2. **ProofNet-SFT Distribution (Right):**
* **Shape & Trend:** This distribution is more symmetric and platykurtic (flatter) compared to the left one, though it still shows a slight right skew. The high-density region is broader, spanning approximately from **1.0 to 2.5**.
* **Central Tendency:** The annotated mean is **13.0**. The median appears to be located around **1.7-1.9**, which is closer to the mean than in the left plot, indicating less skew.
* **Spread & Quartiles:** The IQR is wider, spanning roughly from **1.4 to 2.2**. The whiskers extend from approximately **0.8 to 2.8**. Outlier points are visible near the minimum (close to 0.5) and maximum (near 3.0).
* **Peak Density:** The peak density is lower than the left plot, reaching approximately **35-40** on the y-axis.
### Key Observations
* **Significant Mean Difference:** The mean proof length for ProofNet-SFT (13.0) is exactly double that of Goedel-Prover-SFT (6.5).
* **Distribution Shape Contrast:** Goedel-Prover-SFT produces a tight cluster of short proofs with a long tail of rare, longer proofs. ProofNet-SFT produces a much wider, more uniform spread of proof lengths across the observed range.
* **Density Concentration:** The highest concentration of data for Goedel-Prover-SFT is below a proof length of 1.5, while for ProofNet-SFT, it is between 1.0 and 2.5.
* **Overlap Region:** There is a significant overlap in the distributions between proof lengths of approximately 0.8 and 2.0, where both models have non-negligible probability density.
### Interpretation
This chart likely compares the performance of two automated theorem-proving or proof-generation systems. "Proof Length" is a common efficiency metric, where shorter proofs are generally preferred as they are more concise and often computationally cheaper to verify.

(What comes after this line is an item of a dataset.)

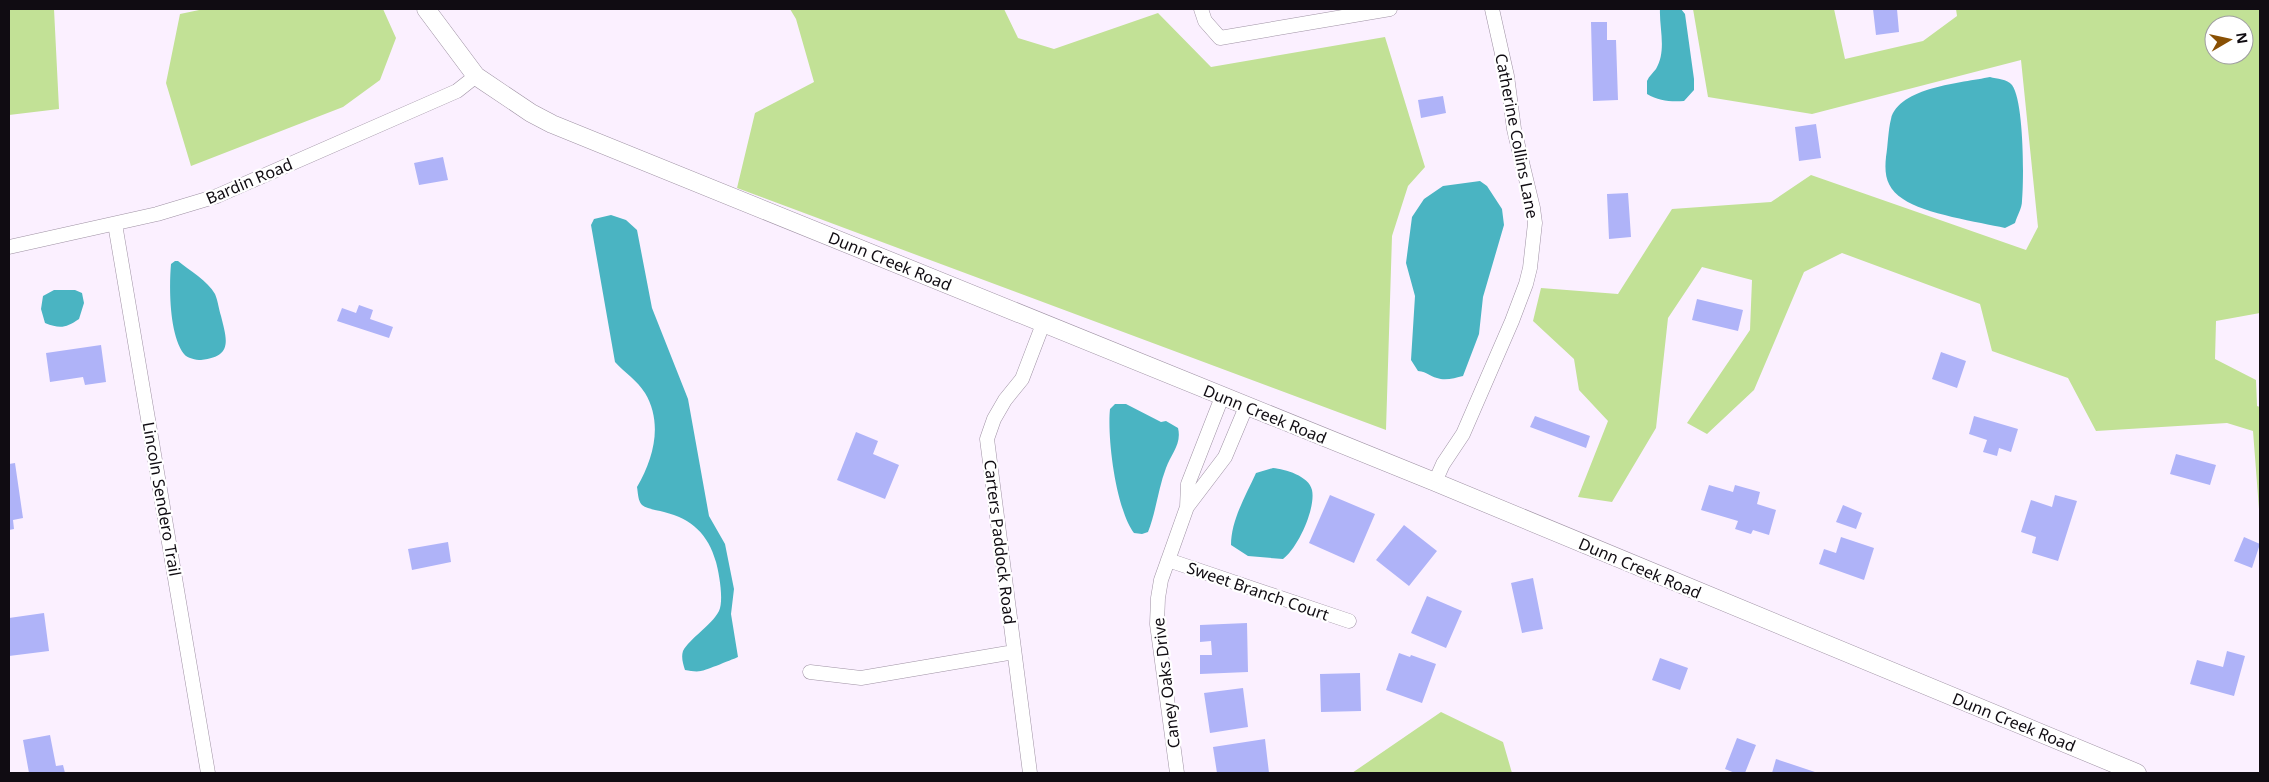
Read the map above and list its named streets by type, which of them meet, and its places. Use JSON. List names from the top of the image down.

* **Goedel-Prover-SFT** demonstrates a clear tendency to generate **shorter, more efficient proofs** on average. Its right-skewed distribution suggests it is highly optimized for finding minimal proofs but occasionally produces longer ones. This could indicate a model that is good at finding direct, elegant solutions.
* **ProofNet-SFT** generates **longer proofs on average** with much higher variability. The wider, more symmetric distribution suggests less consistency in proof length optimization. This might indicate a model that is more robust or general in its approach but less focused on minimizing proof length, or it could be operating on a more complex subset of problems.
* **The Peircean Investigative Reading:** The stark difference in distributions raises questions about the underlying training or architecture. The "SFT" suffix likely stands for Supervised Fine-Tuning. The difference may stem from the quality or nature of the fine-tuning data (e.g., Goedel-Prover was fine-tuned on a corpus of minimal proofs), the model's objective function, or its inherent inductive biases. The chart doesn't show success rates, so a shorter proof length doesn't automatically mean better performance; it must be balanced against the ability to prove theorems at all. The ideal model would likely combine the short-proof tendency of Goedel-Prover with the broader coverage suggested by ProofNet's wider distribution.